By Jason Corcoran in Moscow
Goldman Sachs have hired Michael Workman from UBS for a senior role in fixed income just as the US investment bank expects to land a key role on Russia’s $17bn Sovereign Eurobond issue.
The Wall Street Bank declined to comment but a source close to Goldman Sachs in Moscow confirmed Workman had already joined their Moscow operation in “a senior role.”
Goldman, regarded as the most powerful investment bank on Wall Street, is believed to have conducted a non-deal roadshow as part of sovereign bond’s pre-marketing during the summer.

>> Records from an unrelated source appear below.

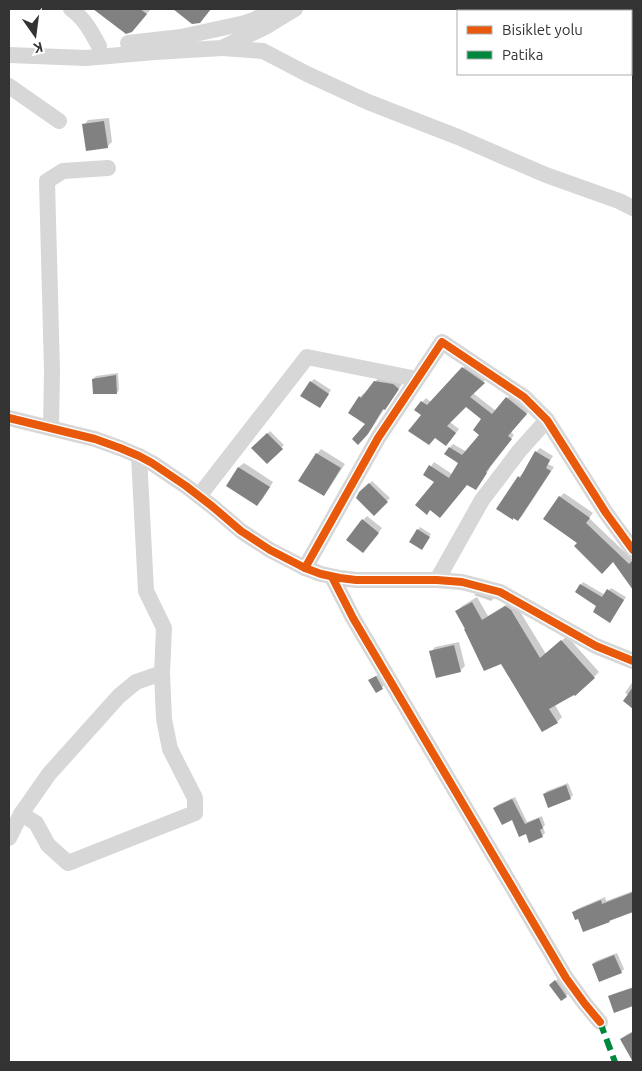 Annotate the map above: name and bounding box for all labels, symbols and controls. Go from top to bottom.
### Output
north arrow [10,10,60,60]
legend [457,10,632,75]
text: Bisiklet yolu [502,21,583,38]
text: K [31,39,45,57]
text: Patika [502,46,543,63]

The Eurobond issue, outlined in the 2010 budget, would be the first since Russia defaulted on $40bn of domestic bonds in 1998. Finance Minister Alexei Kudrin is expected to unveil details of the bond in a presentation to potential investors on Thursday.

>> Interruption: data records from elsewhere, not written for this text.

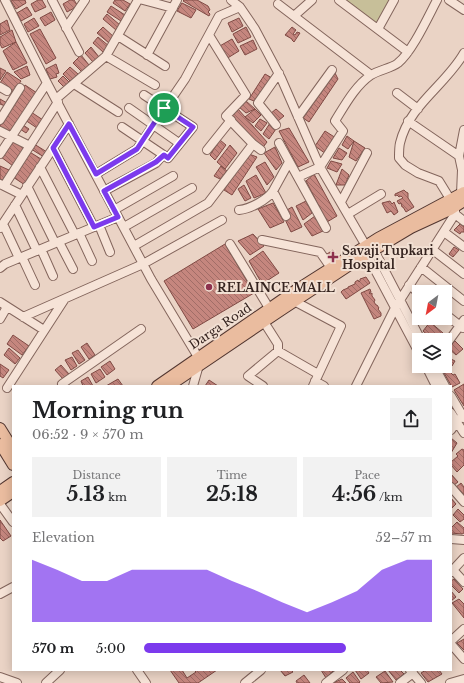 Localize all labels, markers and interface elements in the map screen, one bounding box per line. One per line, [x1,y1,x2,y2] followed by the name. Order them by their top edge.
[147,91,181,125] pin
[153,97,175,119] icon: arrive
[342,243,434,272] place label: Savaji Tupkari Hospital
[327,251,339,263] marker: Savaji Tupkari Hospital
[217,280,335,295] place label: RELAINCE MALL
[204,282,214,292] marker: RELAINCE MALL
[412,285,452,325] north arrow
[412,285,452,373] map controls
[186,300,254,352] street label: Darga Road
[412,333,452,373] button: layers
[32,397,184,424] text: Morning run
[390,398,432,440] button: share
[32,426,143,443] text: 06:52 · 9 × 570 m
[72,468,121,482] text: Distance
[217,468,247,482] text: Time
[354,468,380,482] text: Pace
[67,482,105,506] text: 5.13
[206,482,258,506] text: 25:18
[332,482,376,506] text: 4:56
[105,490,127,504] text: km
[376,490,403,504] text: /km
[32,529,95,546] text: Elevation
[376,529,432,546] text: 52–57 m
[32,640,74,657] text: 570 m
[96,640,126,657] text: 5:00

Goldman, which is understood to have cut its Moscow headcount by about 20% following last year’s crisis, has been trying to build out again as the pipeline for capital markets in Russia starts to fill up. The bank has recently hired a number of sales executives from Otkritie having been frustrated in an attempt to lift a team from Credit Suisse.
It has also recently hired Konstantin Pavlov from Zenit Bank for a senior sales role covering derivative and structured products and Dmitri Barinstein from Deutsche Bank to cover equity capital markets and M&A.
American Workman is an experienced Russian operator and was head of fixed income research at Trust Investment Bank in Moscow before joining UBS a year ago. He had previously been a senior fixed income analyst with Goldman Sachs in London where he was responsible for the bank’s coverage of emerging market corporate bonds in Eastern Europe, Middle East and Africa.
Before moving to Goldman Sachs, he worked in Moscow with Renaissance Capital as vice president of fixed income sales & trading. He began his career as an analyst with ABN AMRO and graduated from the University of Notre Dame with degrees in finance and economics and Russian.